TASK DIRECTIONS. In the data below, find each line containing the string "weight" and return it.

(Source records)
———

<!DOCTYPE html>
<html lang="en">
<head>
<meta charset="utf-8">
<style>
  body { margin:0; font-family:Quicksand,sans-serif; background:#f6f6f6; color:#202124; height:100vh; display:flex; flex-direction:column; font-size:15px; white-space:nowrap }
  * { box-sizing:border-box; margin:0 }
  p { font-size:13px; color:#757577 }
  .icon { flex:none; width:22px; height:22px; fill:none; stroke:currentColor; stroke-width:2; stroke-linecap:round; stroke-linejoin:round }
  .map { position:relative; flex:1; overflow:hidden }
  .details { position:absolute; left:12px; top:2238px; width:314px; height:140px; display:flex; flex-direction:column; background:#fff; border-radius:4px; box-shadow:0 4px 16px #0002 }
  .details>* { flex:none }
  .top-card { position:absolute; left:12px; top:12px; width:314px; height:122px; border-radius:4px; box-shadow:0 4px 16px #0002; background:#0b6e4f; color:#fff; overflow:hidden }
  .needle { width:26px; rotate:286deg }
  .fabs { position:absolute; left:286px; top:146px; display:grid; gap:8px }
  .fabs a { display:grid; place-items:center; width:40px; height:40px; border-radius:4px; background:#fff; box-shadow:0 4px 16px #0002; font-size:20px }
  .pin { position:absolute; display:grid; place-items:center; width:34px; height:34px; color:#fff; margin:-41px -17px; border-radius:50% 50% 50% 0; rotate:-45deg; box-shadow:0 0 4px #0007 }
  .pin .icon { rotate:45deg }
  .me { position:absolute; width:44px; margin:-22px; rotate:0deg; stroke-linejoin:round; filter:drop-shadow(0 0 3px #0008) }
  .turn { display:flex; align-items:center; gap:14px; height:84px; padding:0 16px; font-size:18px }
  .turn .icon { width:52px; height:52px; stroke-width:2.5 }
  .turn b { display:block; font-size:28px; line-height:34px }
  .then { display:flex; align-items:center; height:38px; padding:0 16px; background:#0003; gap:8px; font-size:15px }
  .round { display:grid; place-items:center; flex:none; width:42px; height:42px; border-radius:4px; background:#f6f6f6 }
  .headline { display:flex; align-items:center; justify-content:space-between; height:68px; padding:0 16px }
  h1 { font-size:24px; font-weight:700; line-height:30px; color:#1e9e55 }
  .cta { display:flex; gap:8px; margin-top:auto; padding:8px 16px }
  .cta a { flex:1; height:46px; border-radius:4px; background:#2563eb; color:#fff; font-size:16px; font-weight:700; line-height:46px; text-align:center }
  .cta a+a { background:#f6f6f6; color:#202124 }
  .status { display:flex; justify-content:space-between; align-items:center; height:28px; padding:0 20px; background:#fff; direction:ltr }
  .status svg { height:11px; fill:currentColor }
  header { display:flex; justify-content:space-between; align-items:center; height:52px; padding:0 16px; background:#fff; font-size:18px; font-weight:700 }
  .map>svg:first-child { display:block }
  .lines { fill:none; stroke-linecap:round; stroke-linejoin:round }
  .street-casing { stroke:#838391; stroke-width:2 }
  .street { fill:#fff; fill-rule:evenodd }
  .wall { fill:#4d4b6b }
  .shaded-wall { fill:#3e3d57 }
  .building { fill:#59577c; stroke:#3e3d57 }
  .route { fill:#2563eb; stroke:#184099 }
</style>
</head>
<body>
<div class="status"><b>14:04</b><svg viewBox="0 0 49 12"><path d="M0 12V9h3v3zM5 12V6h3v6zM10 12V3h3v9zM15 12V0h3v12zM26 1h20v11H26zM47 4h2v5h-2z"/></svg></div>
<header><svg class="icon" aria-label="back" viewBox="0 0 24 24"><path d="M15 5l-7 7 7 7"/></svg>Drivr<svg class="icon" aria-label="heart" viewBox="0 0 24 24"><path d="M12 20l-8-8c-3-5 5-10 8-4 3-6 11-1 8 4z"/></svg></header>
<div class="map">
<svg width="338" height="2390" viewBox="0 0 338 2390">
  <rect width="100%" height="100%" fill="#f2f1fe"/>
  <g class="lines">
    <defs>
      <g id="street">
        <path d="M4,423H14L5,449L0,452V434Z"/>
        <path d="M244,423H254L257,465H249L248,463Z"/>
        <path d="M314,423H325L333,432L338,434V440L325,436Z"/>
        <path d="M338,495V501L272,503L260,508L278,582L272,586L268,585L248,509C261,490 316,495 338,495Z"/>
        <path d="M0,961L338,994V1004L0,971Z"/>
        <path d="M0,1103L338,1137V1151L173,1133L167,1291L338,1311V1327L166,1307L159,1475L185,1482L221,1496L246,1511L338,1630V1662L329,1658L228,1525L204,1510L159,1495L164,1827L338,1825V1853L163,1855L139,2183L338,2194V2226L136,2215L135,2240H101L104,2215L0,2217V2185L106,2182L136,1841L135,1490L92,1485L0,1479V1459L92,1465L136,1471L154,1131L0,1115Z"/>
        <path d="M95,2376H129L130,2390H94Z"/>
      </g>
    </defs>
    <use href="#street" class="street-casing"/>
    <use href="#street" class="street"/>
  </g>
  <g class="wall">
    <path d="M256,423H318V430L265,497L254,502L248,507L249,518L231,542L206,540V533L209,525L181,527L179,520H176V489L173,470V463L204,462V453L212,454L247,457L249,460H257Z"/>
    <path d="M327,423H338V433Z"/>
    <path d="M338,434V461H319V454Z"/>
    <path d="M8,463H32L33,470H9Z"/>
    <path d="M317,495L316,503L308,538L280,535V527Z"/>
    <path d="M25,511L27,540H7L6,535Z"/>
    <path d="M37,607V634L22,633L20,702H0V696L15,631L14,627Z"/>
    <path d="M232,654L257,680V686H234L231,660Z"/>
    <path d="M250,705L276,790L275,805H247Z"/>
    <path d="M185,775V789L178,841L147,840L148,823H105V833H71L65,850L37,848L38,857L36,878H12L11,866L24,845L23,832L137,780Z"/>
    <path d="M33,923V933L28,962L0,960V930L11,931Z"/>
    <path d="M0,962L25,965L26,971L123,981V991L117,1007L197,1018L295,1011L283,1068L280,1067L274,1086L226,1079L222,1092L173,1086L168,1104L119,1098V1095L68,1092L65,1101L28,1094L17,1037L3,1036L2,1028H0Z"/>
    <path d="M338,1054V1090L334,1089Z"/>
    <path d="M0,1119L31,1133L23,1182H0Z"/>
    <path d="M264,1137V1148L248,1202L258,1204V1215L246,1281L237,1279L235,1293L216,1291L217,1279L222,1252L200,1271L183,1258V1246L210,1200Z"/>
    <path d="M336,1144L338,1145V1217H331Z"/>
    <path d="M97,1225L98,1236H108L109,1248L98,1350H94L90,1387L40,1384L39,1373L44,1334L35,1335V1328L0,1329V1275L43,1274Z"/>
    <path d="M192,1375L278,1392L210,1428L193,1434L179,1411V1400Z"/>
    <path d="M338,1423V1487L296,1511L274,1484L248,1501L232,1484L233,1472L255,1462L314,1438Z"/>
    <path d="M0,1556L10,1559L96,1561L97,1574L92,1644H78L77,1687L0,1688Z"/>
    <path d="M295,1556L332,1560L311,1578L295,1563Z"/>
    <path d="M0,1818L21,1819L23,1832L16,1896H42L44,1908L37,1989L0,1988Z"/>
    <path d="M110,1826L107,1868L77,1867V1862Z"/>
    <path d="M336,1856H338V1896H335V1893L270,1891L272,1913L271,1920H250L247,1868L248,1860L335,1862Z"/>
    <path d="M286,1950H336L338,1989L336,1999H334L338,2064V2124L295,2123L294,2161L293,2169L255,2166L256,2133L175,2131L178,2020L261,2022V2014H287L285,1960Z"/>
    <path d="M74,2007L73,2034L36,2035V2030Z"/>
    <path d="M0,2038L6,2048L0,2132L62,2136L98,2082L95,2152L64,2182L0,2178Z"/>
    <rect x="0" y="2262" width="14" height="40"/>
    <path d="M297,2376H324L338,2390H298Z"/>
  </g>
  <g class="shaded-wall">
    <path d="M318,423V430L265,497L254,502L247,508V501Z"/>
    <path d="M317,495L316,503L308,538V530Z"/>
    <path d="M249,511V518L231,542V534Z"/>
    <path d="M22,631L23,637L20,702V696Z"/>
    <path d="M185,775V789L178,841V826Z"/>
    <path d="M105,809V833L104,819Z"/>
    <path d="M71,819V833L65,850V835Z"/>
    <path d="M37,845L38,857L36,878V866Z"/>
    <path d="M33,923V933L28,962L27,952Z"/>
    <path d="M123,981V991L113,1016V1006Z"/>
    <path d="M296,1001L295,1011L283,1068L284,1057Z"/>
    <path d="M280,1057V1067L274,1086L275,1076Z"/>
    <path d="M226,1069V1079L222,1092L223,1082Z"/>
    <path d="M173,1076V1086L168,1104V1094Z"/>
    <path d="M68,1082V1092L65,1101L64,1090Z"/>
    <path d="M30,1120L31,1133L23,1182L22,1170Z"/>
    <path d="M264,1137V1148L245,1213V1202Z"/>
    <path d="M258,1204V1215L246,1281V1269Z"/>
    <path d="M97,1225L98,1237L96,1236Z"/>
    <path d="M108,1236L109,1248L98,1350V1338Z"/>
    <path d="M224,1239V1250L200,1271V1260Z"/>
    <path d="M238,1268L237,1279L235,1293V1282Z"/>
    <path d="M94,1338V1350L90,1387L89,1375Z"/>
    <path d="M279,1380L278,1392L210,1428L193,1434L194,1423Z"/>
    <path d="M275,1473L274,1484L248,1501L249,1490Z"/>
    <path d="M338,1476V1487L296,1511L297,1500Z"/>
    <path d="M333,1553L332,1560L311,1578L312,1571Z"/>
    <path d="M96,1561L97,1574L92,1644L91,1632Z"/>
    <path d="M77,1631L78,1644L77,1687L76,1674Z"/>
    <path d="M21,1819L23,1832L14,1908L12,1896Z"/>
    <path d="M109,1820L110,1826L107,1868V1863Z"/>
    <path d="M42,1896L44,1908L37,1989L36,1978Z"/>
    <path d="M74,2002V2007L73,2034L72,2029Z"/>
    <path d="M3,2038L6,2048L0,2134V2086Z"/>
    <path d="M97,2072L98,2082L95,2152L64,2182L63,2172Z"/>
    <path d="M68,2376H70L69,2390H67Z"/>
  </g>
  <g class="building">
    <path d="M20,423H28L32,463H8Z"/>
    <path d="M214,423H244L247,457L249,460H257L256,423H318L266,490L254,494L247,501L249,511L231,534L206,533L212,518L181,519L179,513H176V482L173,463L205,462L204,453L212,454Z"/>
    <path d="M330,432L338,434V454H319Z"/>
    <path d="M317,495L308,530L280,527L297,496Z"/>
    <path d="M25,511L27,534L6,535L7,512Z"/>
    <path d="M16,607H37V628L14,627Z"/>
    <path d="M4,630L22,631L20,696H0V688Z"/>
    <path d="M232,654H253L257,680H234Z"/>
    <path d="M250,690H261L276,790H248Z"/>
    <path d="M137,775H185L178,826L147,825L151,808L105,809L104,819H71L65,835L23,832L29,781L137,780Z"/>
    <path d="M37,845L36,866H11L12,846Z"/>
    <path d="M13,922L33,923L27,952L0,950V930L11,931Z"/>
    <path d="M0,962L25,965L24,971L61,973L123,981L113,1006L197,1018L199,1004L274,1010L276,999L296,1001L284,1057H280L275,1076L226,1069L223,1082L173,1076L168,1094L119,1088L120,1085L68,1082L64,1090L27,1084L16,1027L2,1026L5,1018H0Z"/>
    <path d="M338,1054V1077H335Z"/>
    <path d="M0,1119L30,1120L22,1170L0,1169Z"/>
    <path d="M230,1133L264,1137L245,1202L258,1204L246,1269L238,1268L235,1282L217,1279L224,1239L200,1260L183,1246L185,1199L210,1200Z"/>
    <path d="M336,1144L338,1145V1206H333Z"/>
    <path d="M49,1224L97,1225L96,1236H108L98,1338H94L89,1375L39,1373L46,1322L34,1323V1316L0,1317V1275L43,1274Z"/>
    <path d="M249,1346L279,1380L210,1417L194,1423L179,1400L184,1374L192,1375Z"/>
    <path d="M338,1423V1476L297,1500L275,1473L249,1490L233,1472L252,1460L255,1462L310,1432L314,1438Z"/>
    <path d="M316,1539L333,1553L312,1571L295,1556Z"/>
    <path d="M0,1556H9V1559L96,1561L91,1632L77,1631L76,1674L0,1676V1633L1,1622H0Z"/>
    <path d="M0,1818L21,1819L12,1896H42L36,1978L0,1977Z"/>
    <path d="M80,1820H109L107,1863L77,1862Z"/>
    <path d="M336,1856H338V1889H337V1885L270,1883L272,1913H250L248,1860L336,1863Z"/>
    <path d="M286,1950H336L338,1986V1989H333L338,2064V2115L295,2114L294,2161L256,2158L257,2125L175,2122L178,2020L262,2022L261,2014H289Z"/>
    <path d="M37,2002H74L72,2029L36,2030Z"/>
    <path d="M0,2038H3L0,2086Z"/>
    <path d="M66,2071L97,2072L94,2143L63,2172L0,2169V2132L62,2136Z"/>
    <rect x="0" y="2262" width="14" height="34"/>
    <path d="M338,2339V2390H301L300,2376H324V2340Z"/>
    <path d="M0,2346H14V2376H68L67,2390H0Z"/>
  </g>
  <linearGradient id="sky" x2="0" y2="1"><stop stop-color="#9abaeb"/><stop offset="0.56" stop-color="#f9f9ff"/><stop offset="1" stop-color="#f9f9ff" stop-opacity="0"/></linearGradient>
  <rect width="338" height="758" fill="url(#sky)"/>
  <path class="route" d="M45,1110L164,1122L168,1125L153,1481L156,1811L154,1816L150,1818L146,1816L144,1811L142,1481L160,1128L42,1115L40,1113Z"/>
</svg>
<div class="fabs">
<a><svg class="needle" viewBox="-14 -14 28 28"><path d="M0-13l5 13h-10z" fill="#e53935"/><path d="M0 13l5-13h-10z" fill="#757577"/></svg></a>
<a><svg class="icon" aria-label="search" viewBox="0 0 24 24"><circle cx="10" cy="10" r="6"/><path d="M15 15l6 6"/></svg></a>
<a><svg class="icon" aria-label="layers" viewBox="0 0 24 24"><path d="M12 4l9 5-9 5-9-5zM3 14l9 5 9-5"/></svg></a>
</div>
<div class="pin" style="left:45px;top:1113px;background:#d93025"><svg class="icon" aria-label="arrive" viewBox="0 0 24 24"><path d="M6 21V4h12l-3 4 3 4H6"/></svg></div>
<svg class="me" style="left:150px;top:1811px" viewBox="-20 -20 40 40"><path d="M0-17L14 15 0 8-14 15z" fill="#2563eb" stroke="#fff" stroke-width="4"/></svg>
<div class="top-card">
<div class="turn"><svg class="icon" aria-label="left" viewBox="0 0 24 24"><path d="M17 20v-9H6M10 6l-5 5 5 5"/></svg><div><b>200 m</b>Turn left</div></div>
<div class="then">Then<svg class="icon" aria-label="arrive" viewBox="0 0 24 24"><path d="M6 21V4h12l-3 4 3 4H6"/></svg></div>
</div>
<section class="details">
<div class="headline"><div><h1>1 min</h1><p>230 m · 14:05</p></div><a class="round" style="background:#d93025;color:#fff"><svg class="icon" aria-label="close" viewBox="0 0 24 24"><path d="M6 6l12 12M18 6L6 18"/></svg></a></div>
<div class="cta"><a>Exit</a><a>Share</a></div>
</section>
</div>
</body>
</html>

———

ANSWER FOR THE TASK.
  h1 { font-size:24px; font-weight:700; line-height:30px; color:#1e9e55 }
  .cta a { flex:1; height:46px; border-radius:4px; background:#2563eb; color:#fff; font-size:16px; font-weight:700; line-height:46px; text-align:center }
  header { display:flex; justify-content:space-between; align-items:center; height:52px; padding:0 16px; background:#fff; font-size:18px; font-weight:700 }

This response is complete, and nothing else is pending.